Responding to Cloudwatch alerts

We have three types of CloudWatch alerts that get sent to the #dm-2ndline Slack channel. These should be investigated by the 2nd line developers as soon as possible after they appear.

See Alerting for more information on how the alerts are set up.

Investigating alerts

Production-500s

  • On Kibana, use the ‘5xx requests’ shortcut to find the request that caused the error. This should provide information about what the user was doing at the time, and how many requests failed.

  • Try to determine the user impact from the logs. Look at whether the request was made by a human user, or a script/smoke test. Also, if possible, check if the request was subsequently retried successfully.

  • If you cannot determine the cause from Kibana, check app metrics on the Grafana dashboards. Look for recent crashes or a high number of concurrent requests.

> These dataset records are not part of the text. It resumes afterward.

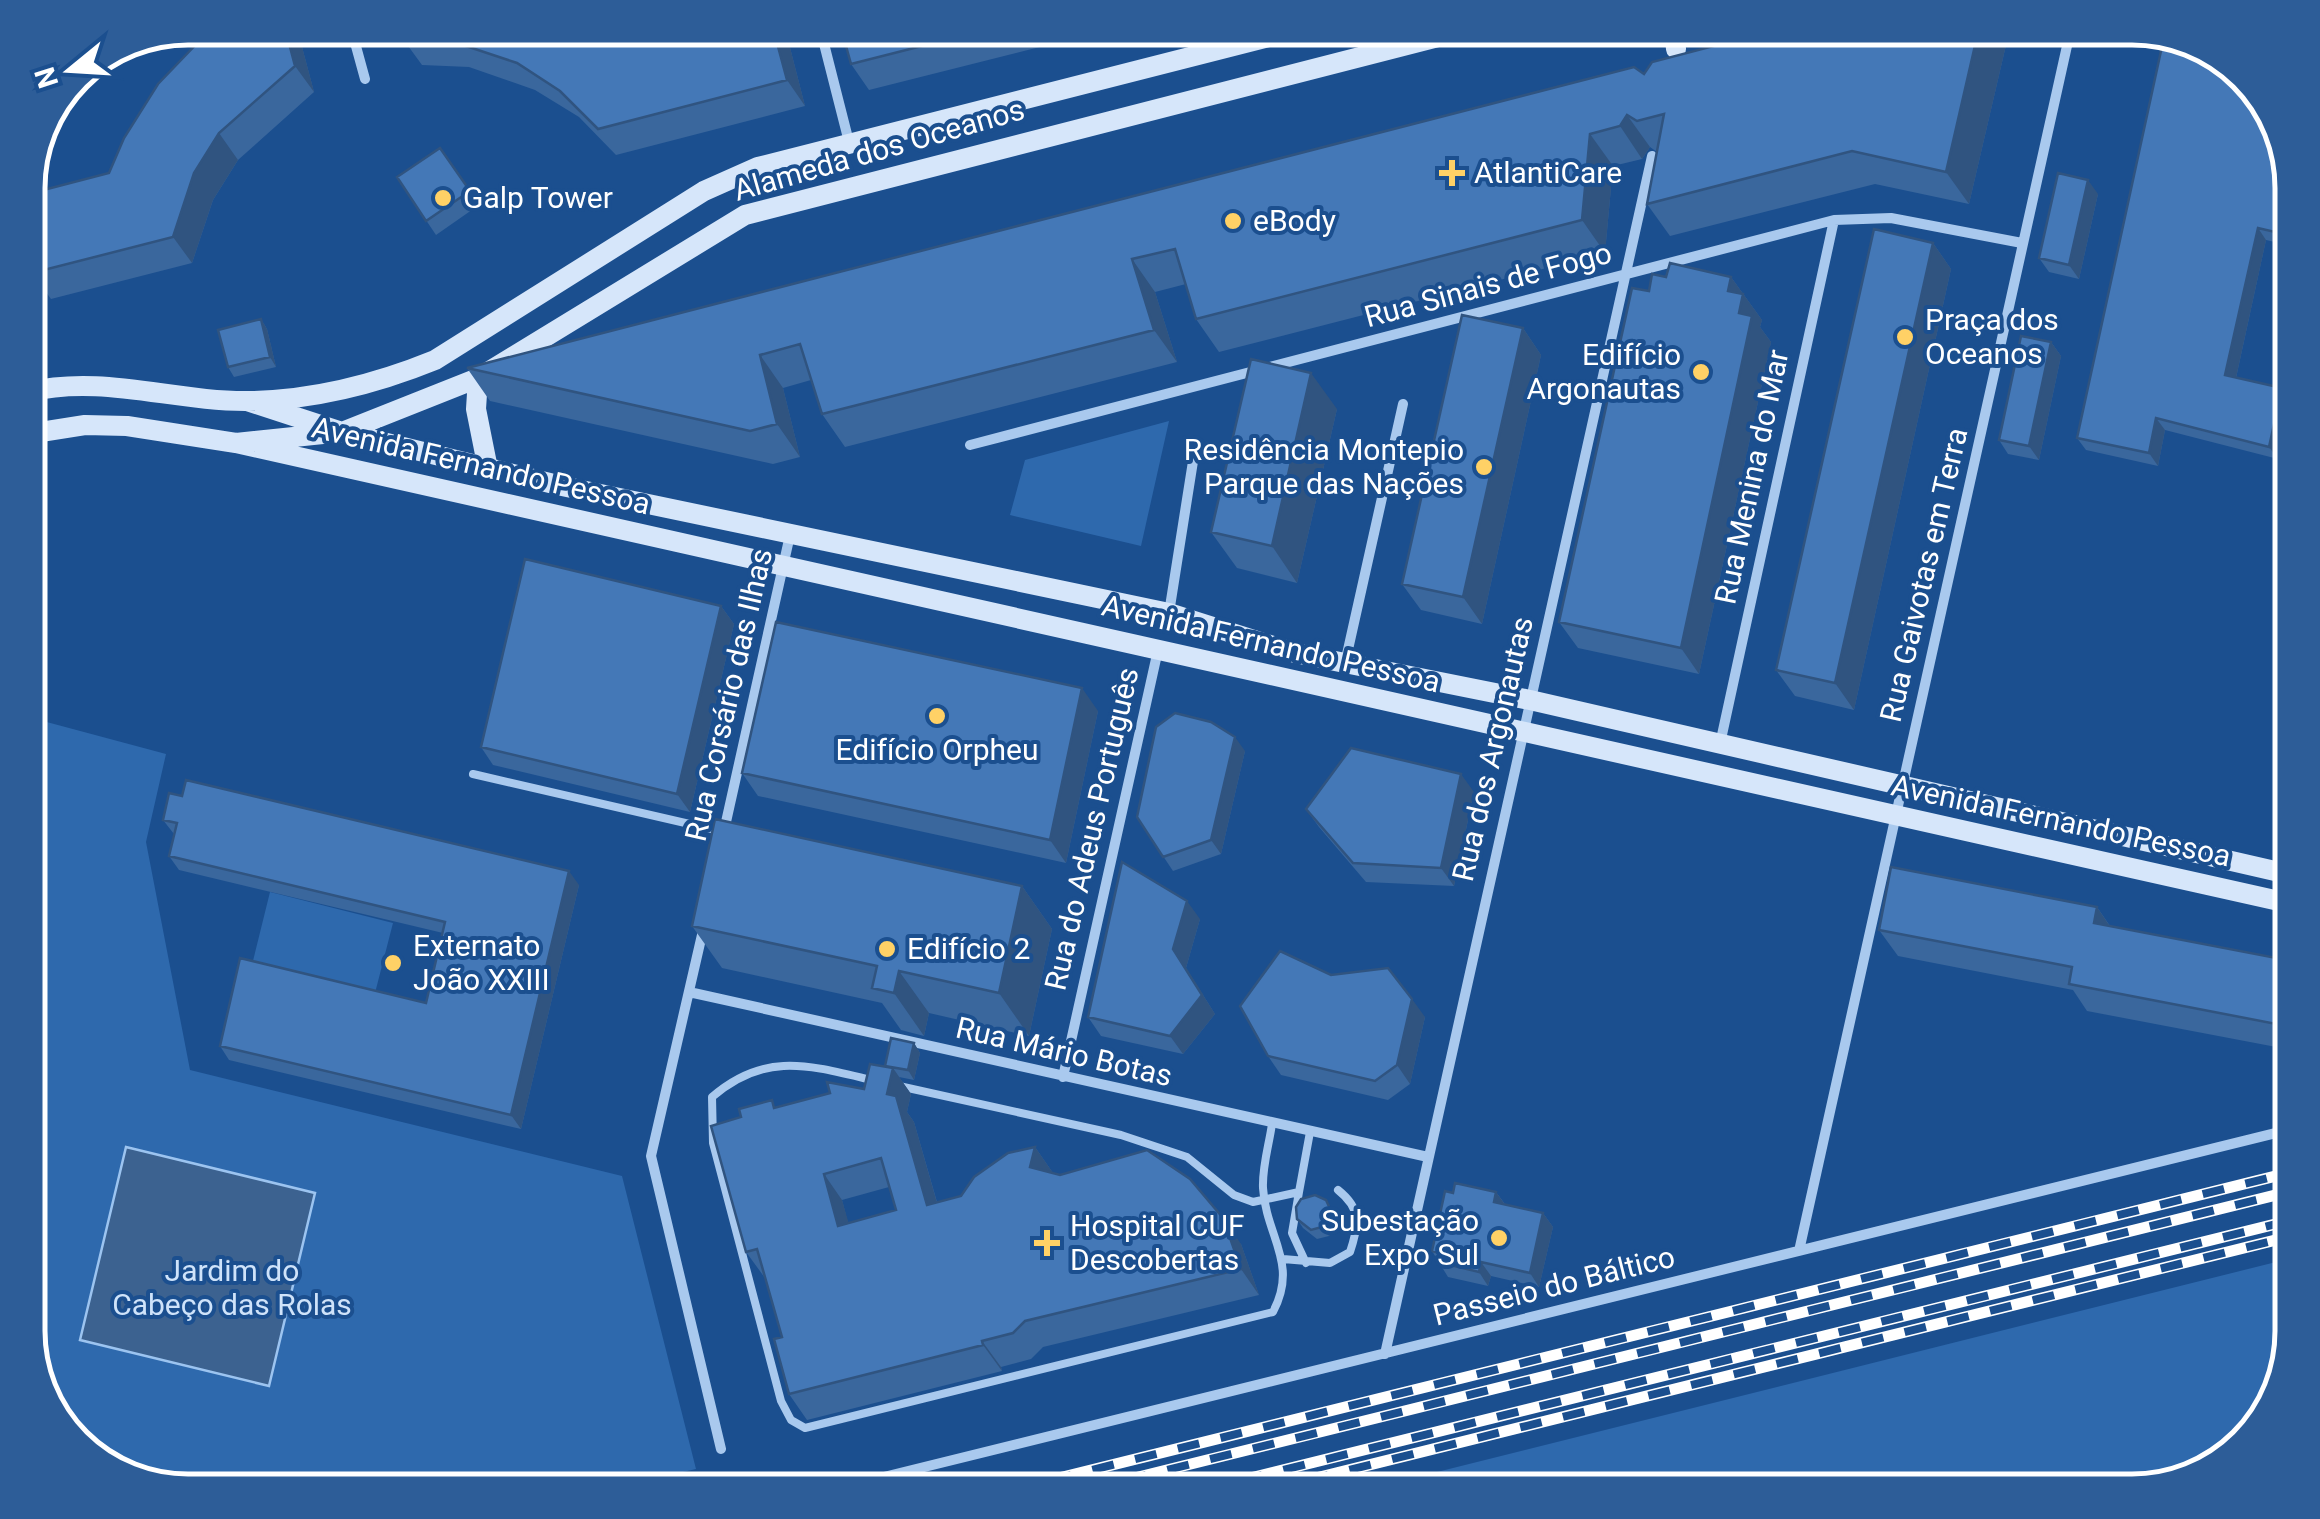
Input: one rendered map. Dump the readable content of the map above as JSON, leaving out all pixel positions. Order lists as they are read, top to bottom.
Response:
{
  "streets": {
    "street": [
      "Alameda dos Oceanos",
      "Rua Sinais de Fogo",
      "Avenida Fernando Pessoa",
      "Rua Menina do Mar",
      "Rua Gaivotas em Terra",
      "Rua Corsário das Ilhas",
      "Rua dos Argonautas",
      "Rua do Adeus Português",
      "Rua Mário Botas",
      "Passeio do Báltico"
    ]
  },
  "crossings": [
    ["Alameda dos Oceanos", "Avenida Fernando Pessoa"],
    ["Rua Sinais de Fogo", "Rua Menina do Mar"],
    ["Rua Sinais de Fogo", "Rua Gaivotas em Terra"],
    ["Rua Sinais de Fogo", "Rua dos Argonautas"],
    ["Avenida Fernando Pessoa", "Rua Menina do Mar"],
    ["Avenida Fernando Pessoa", "Rua Gaivotas em Terra"],
    ["Avenida Fernando Pessoa", "Rua Corsário das Ilhas"],
    ["Avenida Fernando Pessoa", "Rua dos Argonautas"],
    ["Avenida Fernando Pessoa", "Rua do Adeus Português"],
    ["Rua Gaivotas em Terra", "Passeio do Báltico"],
    ["Rua dos Argonautas", "Rua Mário Botas"],
    ["Rua dos Argonautas", "Passeio do Báltico"],
    ["Rua do Adeus Português", "Rua Mário Botas"]
  ],
  "parks": ["Jardim do Cabeço das Rolas"],
  "places": {
    "health": ["AtlantiCare", "Hospital CUF Descobertas"],
    "other": [
      "Galp Tower",
      "eBody",
      "Praça dos Oceanos",
      "Edifício Argonautas",
      "Residência Montepio Parque das Nações",
      "Edifício Orpheu",
      "Edifício 2",
      "Externato João XXIII",
      "Subestação Expo Sul"
    ]
  },
  "north": "left"
}
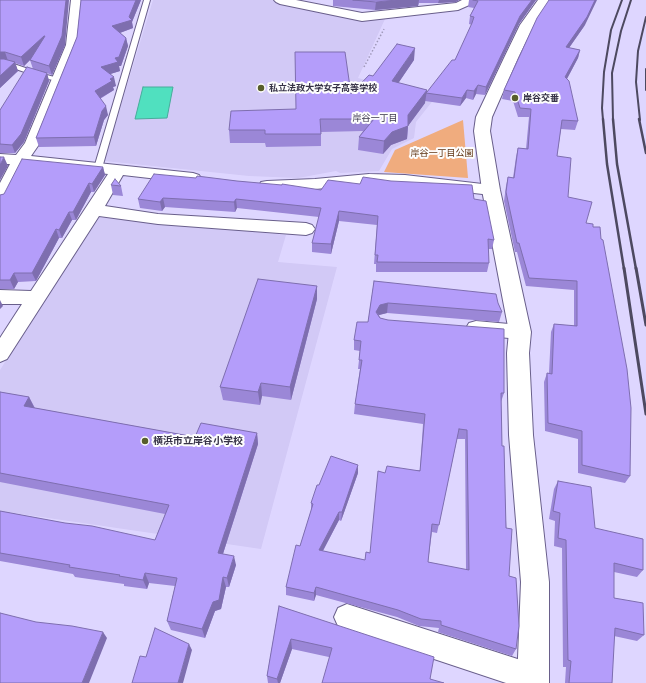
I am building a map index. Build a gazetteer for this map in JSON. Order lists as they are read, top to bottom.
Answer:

Production-router-slow-requests-gt10s

  • Check Kibana as above (using the ‘Slow requests’ shortcut) and see if the endpoints are unusually slow.

  • Check the app metrics on Grafana as above.

Production-429s

  • Check Kibana as above, but include the User Agent field in the query to check if the user is a human or a bot.

  • If a human user is seeing 429 errors through normal behaviour, you may want to adjust the router app rate limiting settings.

Next steps

For all the error types above, once you’ve identified the cause, reply to the Slack alert (in a thread) to inform the team. Ask for help if you’re stuck!

If the error was due to a bug, create a card either on the 2nd line Trello Board (for urgent problems) or on the Tech Debt Trello board (for non urgent problems).

If the error has a low impact or is intermittent, consider adding to the 2nd line Trello Board ‘watchlist’ and monitoring for a week or two. If the problem gets worse then there will be a record of what’s happened so far. If the problem doesn’t recur then it can be moved to ‘Done’.

For ongoing issues with a high user impact, follow the incident process.